But what this does for me is keep me from releasing anything open core. With ansible, ansible was open source but the GUI was not, and we had to hold something back.
The traditional alternatives to OSS are to make a support business, which somewhat encourages making buggy or hard to install software, or a consulting business (IMHO, same) and all of those detract from building a product, collectively, with some of your favorite people on the internet.
So basically Vespene is going to be like a pseudo-foundation.
The structure for this is described here - http://docs.vespene.io/partnership.html - which keeps consulting and support totally free for small shops, and encouraging larger ones that could potentially make millions form Vespene to give back a very small amount.
What normally happens is large companies close six figure contracts supporting open source, and they don't give back a dime, and my goal here is to essentially make a developer's salary off of this project by having those who make more give back a very small amount.
This seems pretty fair to me, but I also recognize that some people don't agree with it.
That all being said, it's not a "no-commercial" clause in any way, and still free for small consultancies, so I'm not anticipating any major problems.
Most of the time, software gets installed in a place of business for that business.
It's not something I've considered lightly, but this keeps MORE software open, and for a small one-person shop, I think that's more noble than trying to hold some code back and not release it at all.
Some people just want 100% free, gimme gimme, etc - and fine - you're entitled to pick one of those things. That's ok.
I personally view this a little more pragmatically, under the view of fairness, and also have taken steps (in the CLA, etc), to guarantee that trust is never going to be abused.
For instance, the license reverts to pure Apache if Vespene were ever to change hands.
On the downside, I can't get screwed over by IBM or Amazon while I'm trying to crank out free software for everyone. That seems fair too, seeing the time investment running an open source community and working on the code takes.
"Open Source" has always had a strong definition. I respect your work and your reasons for choosing a non-open source license. I actually read about the partnership program on your site. I think it is an interesting business model.
If you are interested, there are two big reasons why my organization would not consider adopting it:
1) We are culturally and organizationally aligned with the open source movement.
2) (More widely applicable and practical) Risk Management. If IBM takes Ansible in a direction that is not aligned with our needs, we can fork it. More importantly- we can pay some one else to fork it, or sponsor a community of developers who want to fork it. Those developers would be under no obligation back to IBM to ask for a Partnership agreement to be able to support the fork.
You stated that "the license reverts to pure Apache if Vespene were ever to change hands". I did not see those terms, and that is definitely something to consider, but even with that, your organization may still make decisions that aren't aligned with a subset of the communities interests.
As an aside, thank you very much for creating Ansible, it is a fine product! Good luck with Vespene, I hope you find great success with it.

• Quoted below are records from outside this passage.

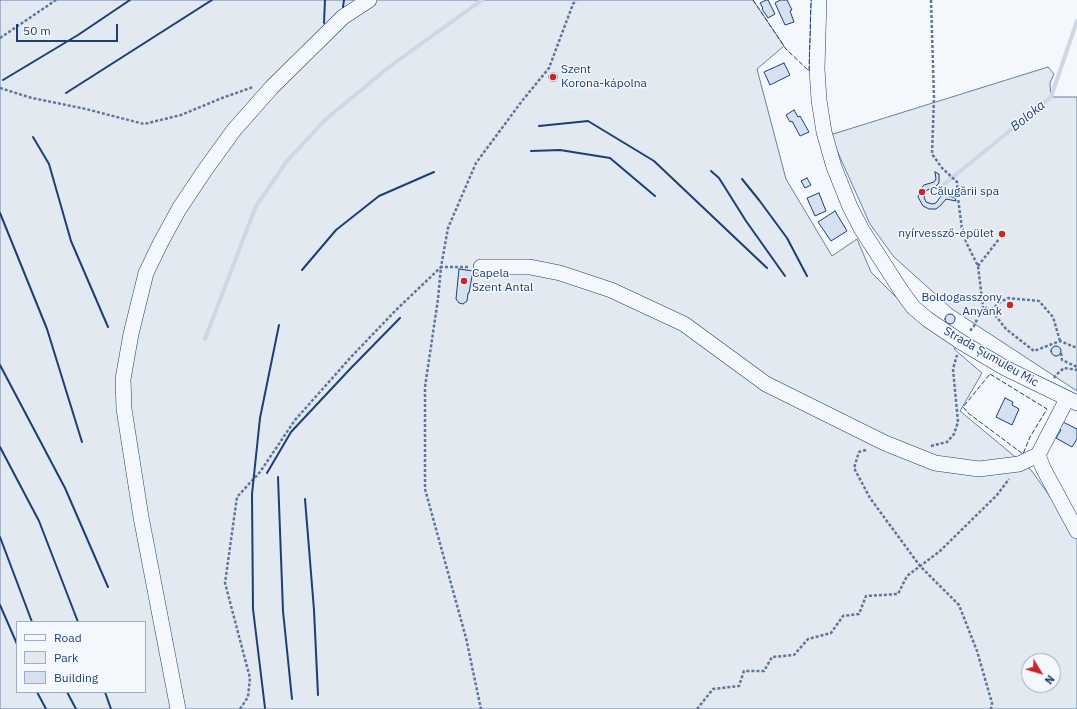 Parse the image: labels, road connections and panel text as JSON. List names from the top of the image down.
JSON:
{
  "streets": {
    "street": ["Strada Șumuleu Mic"]
  },
  "water": ["Boloka"],
  "places": [
    "Szent Korona-kápolna",
    "Călugării spa",
    "nyírvessző-épület",
    "Capela Szent Antal",
    "Boldogasszony Anyánk"
  ],
  "legend": ["Road", "Park", "Building"],
  "scale_bar": "50 m",
  "north": "bottom right"
}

You have a lot to say here, but I'd like to respond to just this:
>I'd argue the definition of what is open source is up for debate
It's not up for debate. It hasn't been up for debate for years. There are two generally accepted definitions of FOSS (each addressing the F and OS respectively):
No one disagrees with these who isn't trying to sow discontent in the open source community. Disagreeing with the OSD or FSD is akin to denying climate change.
> No one disagrees with these who isn't trying to sow discontent in the open source community.

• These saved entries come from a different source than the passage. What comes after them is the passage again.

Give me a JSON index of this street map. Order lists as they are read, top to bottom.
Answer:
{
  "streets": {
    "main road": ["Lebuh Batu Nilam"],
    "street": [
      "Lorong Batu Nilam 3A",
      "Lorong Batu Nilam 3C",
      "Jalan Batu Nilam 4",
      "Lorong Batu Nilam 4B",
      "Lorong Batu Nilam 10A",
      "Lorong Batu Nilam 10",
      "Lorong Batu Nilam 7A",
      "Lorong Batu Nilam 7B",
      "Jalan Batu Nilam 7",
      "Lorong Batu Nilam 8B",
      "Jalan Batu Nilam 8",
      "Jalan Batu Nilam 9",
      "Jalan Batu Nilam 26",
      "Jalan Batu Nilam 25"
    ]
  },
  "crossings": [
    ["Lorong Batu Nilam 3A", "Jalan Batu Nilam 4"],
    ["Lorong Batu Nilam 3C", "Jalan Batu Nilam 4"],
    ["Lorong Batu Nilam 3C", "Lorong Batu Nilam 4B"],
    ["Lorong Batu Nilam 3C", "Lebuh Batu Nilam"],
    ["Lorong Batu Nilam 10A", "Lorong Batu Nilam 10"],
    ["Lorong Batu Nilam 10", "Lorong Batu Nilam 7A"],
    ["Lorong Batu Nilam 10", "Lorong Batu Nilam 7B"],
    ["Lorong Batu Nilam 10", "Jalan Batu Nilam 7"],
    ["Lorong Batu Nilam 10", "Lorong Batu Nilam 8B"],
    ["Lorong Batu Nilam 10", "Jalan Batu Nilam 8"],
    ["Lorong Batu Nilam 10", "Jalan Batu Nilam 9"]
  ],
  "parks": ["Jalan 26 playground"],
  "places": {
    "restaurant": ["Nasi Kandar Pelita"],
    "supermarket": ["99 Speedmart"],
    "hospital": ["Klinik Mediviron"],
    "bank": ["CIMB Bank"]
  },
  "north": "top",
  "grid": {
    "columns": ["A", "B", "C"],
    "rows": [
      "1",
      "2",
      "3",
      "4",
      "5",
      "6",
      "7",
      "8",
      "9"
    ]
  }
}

No. Everybody who disagrees with these has been driven from your ideological bubble. "Open source" has become a general term that is part of the natural language; nobody has the right to demand everybody use their preferred definition. Many people who use the term will never have visited gnu.org or opensource.org. Many others will have, but will have concluded that the strictness of those definitions is silly. It seems quite reasonable to disagree with a definition of "open source" that makes it practically impossible to make a living off of your work. If you want to have a debate on the merits, fine, but running around telling people they're using English wrong because they disagree with you is just foolish.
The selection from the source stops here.